Буквы в объявлении и впрямь поражали воображение. Они были подчеркнуто асимметричные, разные по высоте и по толщине отдельных элементов. В начертании их действительно ощущалось нечто японское — или, по крайней мере, желание подражать японским рисункам тушью. Но агенты уголовного розыска были далеки от восточных ухищрений и почувствовали только, что этот хитромудрый шрифт с подковыркой бесконечно далек от их жизни.
— Тридцать второй кегль, — встрял всезнающий наборщик. — Ниже там "Слава" — тоже чудной шрифт, с украшениями. Это, значит, заказчики требуют, чтобы объявления были поглазастее, вот им и подбирают такие шрифты, чтобы сразу было видно… А все это набирать, товарищи, — чистое мучение! И кассу приходится содержать в порядке, следить, чтобы не было битых литер, и вообще…
— "Гейша", значит? — Опалин задумчиво поскреб щеку и положил газету на стол. — Видел я как-то похожие буквы на одной вывеске, еще до революции… Там трактир был.
— Так большинство шрифтов еще из прежнего времени осталось, — ответил Тихон. — Новые, конечно, делают, но в основном шрифты старые у нас. Так и работаем…
Бруно Келлер кашлянул и засунул большие пальцы рук за пояс. Он не любил признавать свои ошибки, но в данном случае надо было смотреть фактам в глаза — сегодня он сплоховал и задержал не того.
— Ну что? — спросил он у Вани, глазами указывая на задержанного. Мол, не томи, раз человек ни при чем, можно его отпустить.
— Да, — вздохнул Опалин. — Оформляй задержание и в камеру его.
Тихон Савельев позеленел.
— Товарищ, за что же…
— Никакой он не наборщик, — твердо сказал Иван, по-прежнему обращаясь к Бруно. — Бандит он обыкновенный. Правильно ты его задержал…
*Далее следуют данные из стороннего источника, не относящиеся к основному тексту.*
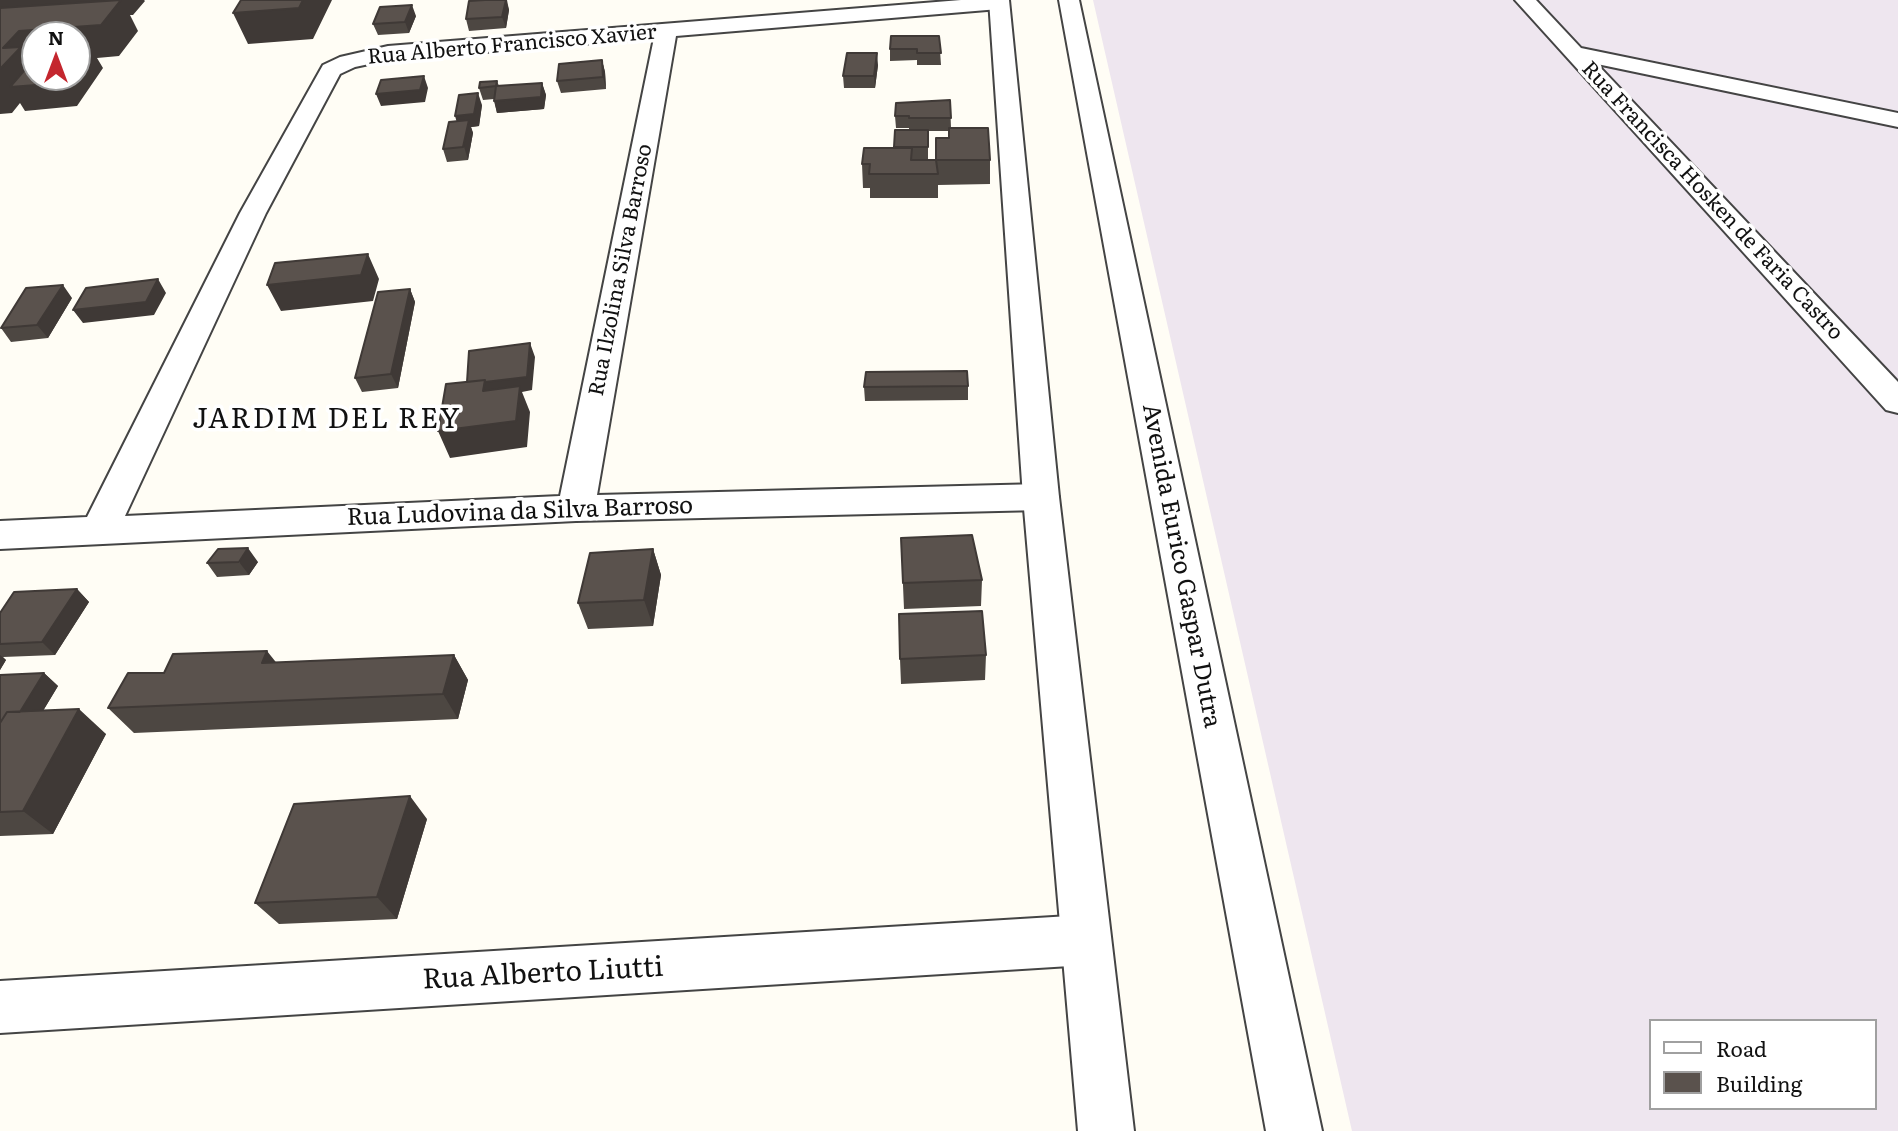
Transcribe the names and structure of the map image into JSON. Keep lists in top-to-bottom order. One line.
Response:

И тут с интеллигентного вида наборщиком и знатоком шрифтов приключилось нечто чрезвычайно странное. Словно маска сползла с его лица, и из-под нее выглянул совершенно другой человек. По-волчьи задралась верхняя губа с куцыми усишками, и сверкнули из-под нее волчьи же острые зубы.
— Ах ты, сучонок… — полным ненависти шепотом просипел он.
И в следующее мгновение, выхватив заточку, кинулся на Опалина с явным намерением убить его на месте. Но, по счастью, неподалеку находились двое опытных агентов угрозыска. Не без труда они скрутили лже-наборщика и повалили его лицом на пол, причем Бруно Келлер, выворачивая бандиту руку с оружием, ухитрился сломать ее — как потом выяснилось, аж в двух местах.
Через некоторое время бандита, называвшего себя Тихоном Савельевым, увели, а Петрович, убедившись, что челюсть, по которой противник разок попал, цела, отправился к Филимонову, где и рассказал все, чему стал свидетелем.
— Товарищ Келлер обыскивал задержанного?
— Он уверяет, что обыскивал, Терентий Иванович.
— Как же он проворонил оружие?
— Не знаю, Терентий Иванович.
Помолчали.
— Агенту Келлеру устный выговор без занесения в дело, — сказал наконец Филимонов. — Внимательнее надо быть. За наборщиком этим, надо полагать, не одно ночное ограбление числится? И, скорее всего, не одно убийство.
— Мы тоже так думаем. — Петрович потрогал челюсть и поморщился. — Тертый калач, по всему видно. И хладнокровный! Про шрифты рассказывал, заливался, как птица… Думаю, в прошлом он действительно наборщиком был. Слишком уж хорошо он знает, что да как…
— А Опалин?
— Что?
— Как Опалин понял, что он не тот, за кого себя выдает? Если уж и вы, и даже Келлер почти поверили…
Агент замялся.
— Я не знаю… Честно говоря, я не спрашивал.
— Скажите, чтобы он зашел ко мне.
Логинов отправился в кабинет, где Ваня улегся на скамью и, сунув под голову стопку старых дел, собирался вновь уснуть. Однако, услышав, что его хочет видеть Филимонов, он тут же поднялся и пошел вслед за агентом, на ходу машинально приглаживая волосы.
— Поздравляю вас, Иван Григорьевич, с первым успешным расследованием, — сказал Филимонов серьезно. Он называл всех на вы и по имени-отчеству, что сбивало Опалина с толку, потому что в своем прежнем кругу он привык к куда более простому обращению. — Ну что ж, расскажите нам, как вы поняли, что этот человек — вовсе не наборщик.
— Да что тут понимать, — пробурчал Ваня, насупившись.
— Он где-то ошибся? — не утерпел Петрович. — Или наврал про шрифты, думая, что мы все равно ничего не понимаем? Помню, ты какую-то вывеску упоминал трактирную…
— А? Нет, не в вывеске дело. Я вообще не особо слушал, что он там несет. Ясно же было, что он врет.